Don't get me wrong. I'm thrilled to the core that my daughters all have partners to love and adore them, partners with whom they plan to build a future filled with their own traditions. I'm excited for them as they venture out to adorn their new lives with loved ones. 

But their gain is my loss. And my husband's loss. This will be the first Christmas not a single child will go to bed Christmas Eve under our roof. The first Christmas there won't be even one child waking up early to peek at stockings or enjoy the quiet moments alone near the tree before the sun and the rest of the family rises. The first time all the family — or even the majority of it — won't open presents together; we're gifting in shifts according to when our oldest and youngest daughters each plan to visit.

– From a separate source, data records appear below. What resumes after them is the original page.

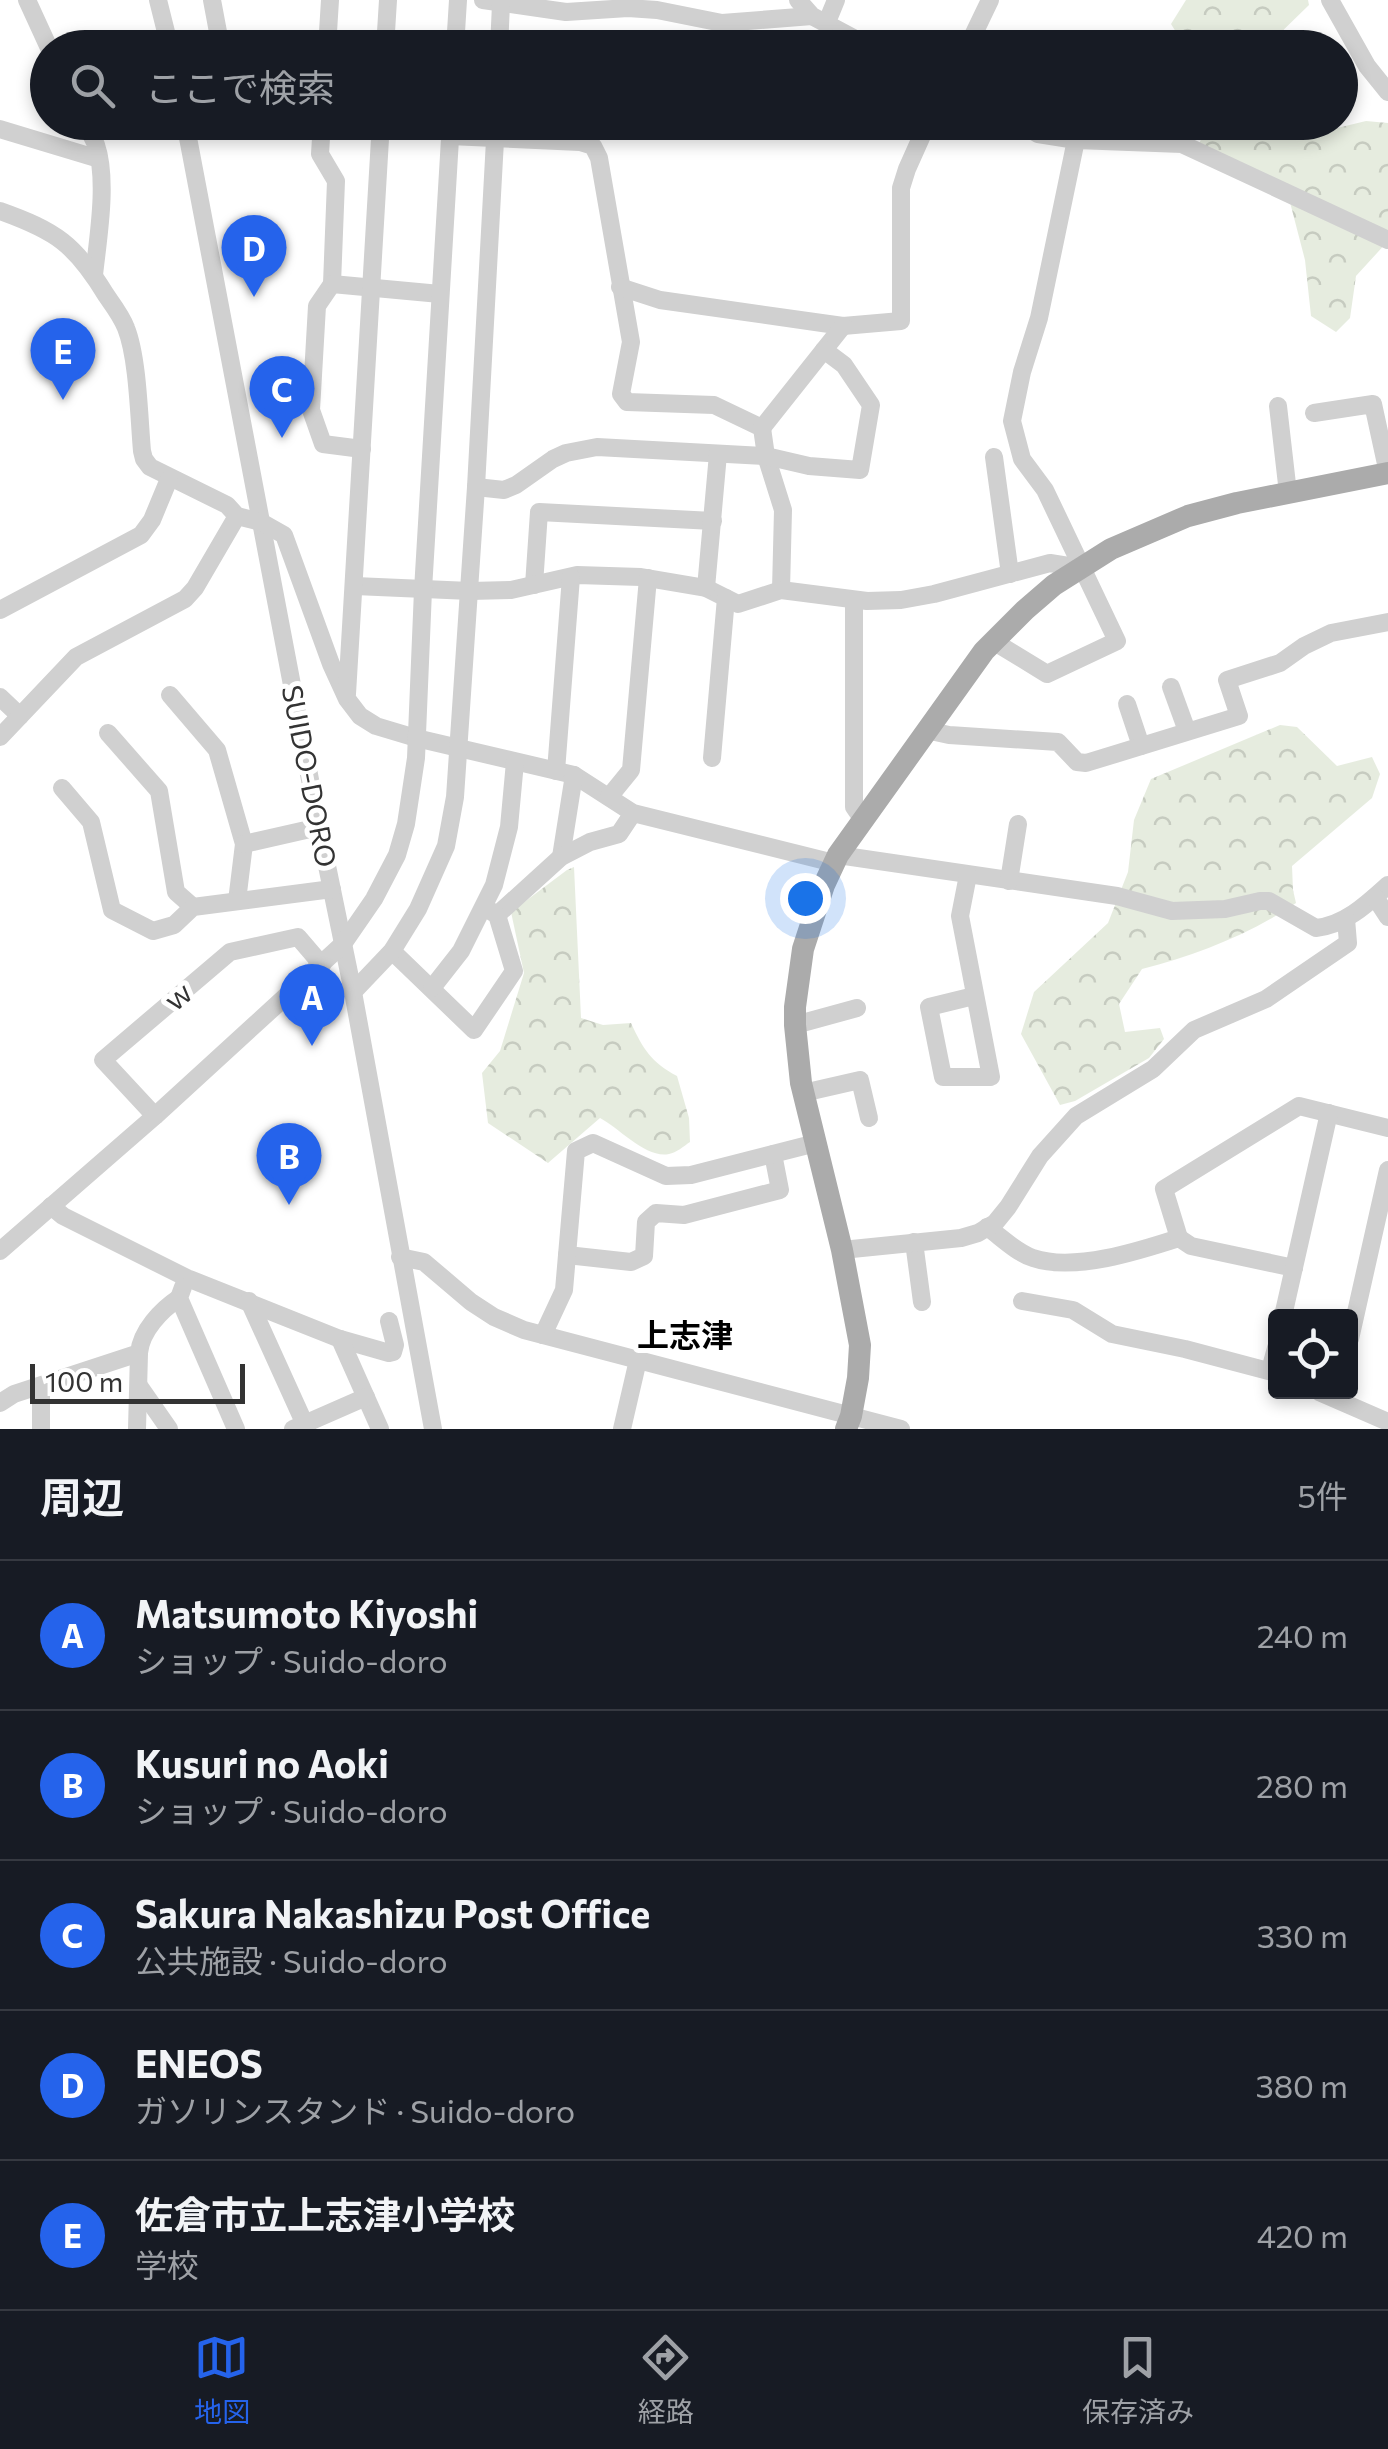 <!DOCTYPE html>
<html lang="ja">
<head>
<meta charset="utf-8">
<style>
	body { margin:0; font-family:Commissioner,"Noto Sans JP",sans-serif; background:#242831; color:#f1f3f6 }
	.controls { position:absolute; right:30px; bottom:30px; display:grid; overflow:hidden; border-radius:10px; box-shadow:0 5px 15px #0003 }
	.controls button { width:90px; height:90px; display:grid; place-items:center; padding:0; border:0; border-bottom:2px solid #363941; background:#171b24; color:#f1f3f6; font:50px sans-serif }
	.scale { position:absolute; left:30px; bottom:25px; width:215px; box-sizing:border-box; padding-left:10px; border:5px solid #333; border-top:0; font-size:28px; line-height:35px; white-space:nowrap; color:#333; -webkit-text-stroke:8px #fff; paint-order:stroke }
	.you { position:absolute; left:805px; top:898px; width:35px; height:35px; margin:-25px; border:8px solid #fff; border-radius:50%; background:#1a73e8; box-shadow:0 0 0 15px #1a73e833 }
	.badge { display:grid; place-items:center; width:65px; height:65px; border-radius:50%; background:#2563eb; color:#fff; font-size:32px; font-weight:700 }
	.pin { position:absolute; translate:-50% -82px; filter:drop-shadow(0 2px 5px #0008) }
	.pin::after { content:''; position:absolute; top:52px; width:35px; height:30px; background:inherit; clip-path:polygon(0 0,100% 0,50% 100%) }
	.list { margin:0; padding:0; list-style:none }
	h2 { display:flex; justify-content:space-between; align-items:center; height:130px; margin:0; padding:0 40px; font-size:42px }
	h2 small { font-size:32px; font-weight:400; color:#9ea1a6 }
	.list li { display:grid; grid-template-columns:65px 1fr auto; gap:30px; align-items:center; box-sizing:border-box; height:150px; padding:0 40px; border-top:2px solid #363941 }
	.list b { display:block; font-size:38px; white-space:nowrap }
	.list p { margin:0; font-size:32px; white-space:nowrap; color:#9ea1a6 }
	.list em { font-size:32px; font-style:normal; color:#9ea1a6 }
	.icon { flex:none; width:55px; height:55px; fill:none; stroke:currentColor; stroke-width:2; stroke-linecap:round; stroke-linejoin:round }
	.map { position:relative; flex:none; width:1388px; height:1429px; overflow:hidden }
	.search { position:absolute; background:#171b24; box-shadow:0 5px 15px #0003; left:30px; right:30px; top:30px; height:110px; display:flex; align-items:center; gap:25px; box-sizing:border-box; padding:0 35px; border-radius:55px; color:#9ea1a6; font-size:38px }
	.sheet { height:880px; background:#171b24 }
	nav { display:flex; justify-content:space-around; align-items:center; box-sizing:border-box; height:140px; border-top:2px solid #363941; background:#171b24; font-size:28px; color:#9ea1a6 }
	nav a { display:grid; justify-items:center; gap:5px }
	nav .on { color:#2563eb }
	.map>svg:first-child { display:block }
</style>
</head>
<body>
<div class="map">
<svg width="1388" height="1429" viewBox="0 0 1388 1429">
	<defs>
		<pattern id="forest-crowns" width="20" height="18" patternUnits="userSpaceOnUse" patternTransform="scale(2.5)"><rect width="20" height="18" fill="#e6ecdf"/><path d="M2 6a3 3 0 1 1 6 0M12 15a3 3 0 1 1 6 0" fill="none" stroke="#c6cbc0"/></pattern>
	</defs>
	<rect width="100%" height="100%" fill="#fff"/>
	<!-- forest -->
	<g fill="url(#forest-crowns)">
		<path d="M1186,0H1308L1309,5L1271,42L1272,47L1186,48L1171,24Z"/>
		<path d="M1366,121L1388,123V241L1356,276L1350,318L1336,332L1311,316L1305,260L1285,183L1199,144L1208,123H1295L1333,129Z"/>
		<path d="M1280,725L1297,727L1337,766L1372,757L1380,774L1372,798L1292,866L1293,890L1296,903C1249,935 1196,955 1142,969L1119,1004L1125,1032L1160,1028L1164,1039L1149,1058L1075,1101L1060,1105L1021,1034L1034,992L1108,923L1128,872L1134,820L1151,779Z"/>
		<path d="M574,867L581,1018L603,1025L631,1023C643,1049 651,1062 677,1076L689,1118L690,1142C684,1146 676,1153 669,1154C647,1159 619,1128 600,1118L548,1163L488,1123L482,1073L500,1051L524,973L511,912L567,870Z"/>
	</g>
	<g fill="none" stroke-linecap="round" stroke-linejoin="round">
		<!-- minor -->
		<g stroke="#d0d0d0" stroke-width="18">
			<path d="M27,0L49,48"/>
			<path d="M158,0L170,48"/>
			<path d="M212,0L221,48"/>
			<path d="M483,0L566,12L628,8L657,10L722,23L812,16"/>
			<path d="M798,0L812,16L872,48"/>
			<path d="M1330,0L1367,66L1388,92"/>
			<path d="M827,22L836,0"/>
			<path d="M327,48L330,0"/>
			<path d="M385,48L388,0"/>
			<path d="M455,48L458,0"/>
			<path d="M499,48L501,4"/>
			<path d="M967,48L990,0"/>
			<path d="M85,122C88,130 93,137 96,145C108,180 98,238 94,275"/>
			<path d="M185,122L319,827L353,992L433,1429"/>
			<path d="M322,122L320,154L336,181L332,284L317,306L311,410L323,444L362,449"/>
			<path d="M1018,122L1038,134L1076,140L1182,144L1388,240"/>
			<path d="M0,129L99,159"/>
			<path d="M187,132L231,122"/>
			<path d="M450,136L580,142L593,146L599,158L631,342L621,394L627,402L714,405L762,428L766,456L783,510L781,590"/>
			<path d="M0,211C56,231 75,244 106,295C113,305 122,317 126,328C138,358 139,418 142,451L144,459L150,467L227,505L237,516L261,522L284,535L331,664L347,699L360,716L376,726L416,738L574,775L633,813L834,863"/>
			<path d="M332,284L440,294"/>
			<path d="M620,287L660,300L843,326L901,321V188L907,169L928,122"/>
			<path d="M1278,406L1288,493"/>
			<path d="M1314,413L1373,404L1388,473"/>
			<path d="M762,428L843,326"/>
			<path d="M994,457L1010,574"/>
			<path d="M476,487L504,490L516,485L553,459L566,453L597,447L766,456L809,466L860,470L871,405L844,365L824,350"/>
			<path d="M534,585L539,512L713,521"/>
			<path d="M355,586L470,591L511,590L577,575L641,577L706,588L738,604L781,590L867,601L901,600L934,594L1050,563L1081,568"/>
			<path d="M706,588L718,454"/>
			<path d="M854,600V807L863,820"/>
			<path d="M0,610L141,535L152,520L169,479"/>
			<path d="M993,641L1047,674L1117,641L1045,490L1022,459L1012,421L1022,372L1039,318L1076,140"/>
			<path d="M1171,687L1187,731"/>
			<path d="M347,694L381,122"/>
			<path d="M170,695L217,750L244,844L237,901"/>
			<path d="M0,697L20,716"/>
			<path d="M1127,704L1141,746"/>
			<path d="M926,730L949,735L1058,742L1077,762L1086,763L1239,716L1227,680L1280,663L1304,646L1331,633L1388,622"/>
			<path d="M108,733L159,791L176,892L193,907"/>
			<path d="M0,737L76,657L185,599L195,588L237,516"/>
			<path d="M712,758L726,598"/>
			<path d="M556,771L571,577"/>
			<path d="M62,788L91,822L112,910L153,931L174,925L193,907L332,889"/>
			<path d="M609,797L631,770L648,578"/>
			<path d="M244,844L319,827"/>
			<path d="M838,855L1117,896L1172,911L1225,909L1260,901H1269L1316,928C1345,925 1367,904 1388,885"/>
			<path d="M561,857L574,775"/>
			<path d="M968,875L960,916L991,1077H943L929,1007L974,996"/>
			<path d="M1009,881L1018,824"/>
			<path d="M1375,897L1388,917"/>
			<path d="M497,915L561,857L590,842L619,834L633,813"/>
			<path d="M392,951L474,1030L514,971L497,915L484,907"/>
			<path d="M432,988L461,951L494,885L509,827L515,762"/>
			<path d="M353,992L392,951L418,909L446,846L455,797L476,487L496,122"/>
			<path d="M795,1025L857,1008"/>
			<path d="M803,1093L860,1080L869,1118"/>
			<path d="M155,1116L103,1060L230,952L298,937L322,965"/>
			<path d="M51,1206L63,1216L187,1278L340,1339L389,1353L393,1352L395,1345L389,1321"/>
			<path d="M987,1227C1001,1237 1017,1253 1033,1258C1074,1272 1139,1251 1179,1238L1191,1246L1294,1268"/>
			<path d="M1179,1238L1164,1189L1299,1106L1388,1128"/>
			<path d="M914,1242L922,1302"/>
			<path d="M842,1250L961,1238L978,1233L995,1223L1008,1207L1040,1156L1076,1116L1153,1069L1194,1030L1266,999L1348,943L1346,919"/>
			<path d="M0,1251L155,1116L343,944L374,899L397,855L406,824L416,758L423,590L451,122"/>
			<path d="M567,1255L631,1262L644,1256L646,1222L656,1213L684,1215L780,1190L773,1154"/>
			<path d="M400,1257L424,1262L471,1302L494,1317L524,1330L901,1429"/>
			<path d="M183,1287L179,1298L236,1429"/>
			<path d="M249,1301L307,1429"/>
			<path d="M1022,1301L1073,1310L1112,1334L1185,1349L1276,1373"/>
			<path d="M1283,1316L1329,1113"/>
			<path d="M543,1335L564,1290L576,1151L593,1143L666,1176L691,1175L816,1143"/>
			<path d="M340,1339L380,1429"/>
			<path d="M1350,1339L1388,1170"/>
			<path d="M1270,1370L1276,1348"/>
			<path d="M139,1386L169,1429"/>
			<path d="M1319,1392L1388,1422"/>
			<path d="M0,1403L14,1394L139,1353C141,1331 161,1310 179,1298"/>
			<path d="M41,1429V1386"/>
			<path d="M137,1429L139,1353"/>
			<path d="M293,1429L366,1397"/>
			<path d="M622,1429L638,1360"/>
		</g>
		<!-- major -->
		<path stroke="#ababab" stroke-width="22" d="M846,1429L851,1416L858,1378L860,1345L842,1250L801,1083L795,1025V1007L803,949L824,885L838,855L984,651L1025,610L1054,585L1111,549L1188,516L1237,503L1388,473"/>
	</g>
	<g text-anchor="middle" dominant-baseline="central" stroke-width="10" stroke-linejoin="round" paint-order="stroke">
		<!-- street labels -->
		<g font-size="28" fill="#333" stroke="#fff">
			<text transform="translate(310 776) rotate(79)">SUIDO-DORO</text>
			<text transform="translate(178 996) rotate(-40)">ｗ</text>
		</g>
		<!-- quarter labels -->
		<g font-size="32" font-weight="bold" fill="#000" stroke="#fff">
			<text x="685" y="1334">上志津</text>
		</g>
	</g>
</svg>
<div class="controls">
<button><svg class="icon" aria-label="locate" viewBox="0 0 24 24"><circle cx="12" cy="12" r="6"/><path d="M12 2v4M12 18v4M2 12h4M18 12h4"/></svg></button>
</div>
<div class="scale">100 m</div>
<div class="you"></div>
<div class="pin badge" style="left:312px;top:1046px">A</div>
<div class="pin badge" style="left:289px;top:1205px">B</div>
<div class="pin badge" style="left:282px;top:438px">C</div>
<div class="pin badge" style="left:254px;top:297px">D</div>
<div class="pin badge" style="left:63px;top:400px">E</div>
<div class="search"><svg class="icon" aria-label="search" viewBox="0 0 24 24"><circle cx="10" cy="10" r="6"/><path d="M15 15l6 6"/></svg>ここで検索</div>
</div>
<section class="sheet">
<h2>周辺<small>5件</small></h2>
<ul class="list">
<li><span class="badge">A</span><div><b>Matsumoto Kiyoshi</b><p>ショップ · Suido-doro</p></div><em>240 m</em></li>
<li><span class="badge">B</span><div><b>Kusuri no Aoki</b><p>ショップ · Suido-doro</p></div><em>280 m</em></li>
<li><span class="badge">C</span><div><b>Sakura Nakashizu Post Office</b><p>公共施設 · Suido-doro</p></div><em>330 m</em></li>
<li><span class="badge">D</span><div><b>ENEOS</b><p>ガソリンスタンド · Suido-doro</p></div><em>380 m</em></li>
<li><span class="badge">E</span><div><b>佐倉市立上志津小学校</b><p>学校</p></div><em>420 m</em></li>
</ul>
</section>
<nav>
<a class="on"><svg class="icon" aria-label="map" viewBox="0 0 24 24"><path d="M3 6l6-2 6 2 6-2v14l-6 2-6-2-6 2zM9 4v14M15 6v14"/></svg>地図</a>
<a><svg class="icon" aria-label="directions" viewBox="0 0 24 24"><path d="M12 3l9 9-9 9-9-9zM9 14v-3h6M13 9l2 2-2 2"/></svg>経路</a>
<a><svg class="icon" aria-label="saved" viewBox="0 0 24 24"><path d="M7 4h10v16l-5-4-5 4z"/></svg>保存済み</a>
</nav>
</body>
</html>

I do look forward to the new ways we've adjusted some of our old ways in order to accommodate my daughters' schedules and situations. And my husband and I are eager for early Christmas morning when just the two of us will open our gifts to one another, coffee in hand, Christmas music playing softly, with no kids around at that time for the first time in our decades together. It will be our new tradition.

It's just that new traditions made out of necessity can be hard on one's heart. And not just Mom's and Dad's, I've learned. One daughter's boyfriend shared that each time he and my daughter try to discuss how their holiday hours will be allotted, she cries. She's having a tough time letting go of childhood traditions and embracing the new adult ones.

We all are. But we will. We're simply in that first year of the new phase, reminiscent of when the kids left for college. Our hearts are visibly cracked a bit, our eyes reflect how-the-heck-did-this-happen-so-fast wonderment. Eventually, though, we all will adjust; we all will delight in our holiday time together yet relish our time apart.

Just as I did in that first phase of the empty nest — the one that in retrospect seems far easier as the separation from my children then was seasonal — I will get through this empty-nest phase which seems far more permanent.

Thankfully, this year's altered Christmas festivities will still include many hours with my loved ones. Though it will feel different, it promises joyful, family focused time just the same. I will cherish every single minute of it, from beginning to end.

And I will pray further unexpected empty-nest phases hold off a while longer. At least until I've gotten this one down.

Today's question:

What tradition began for you and yours after your nest had emptied?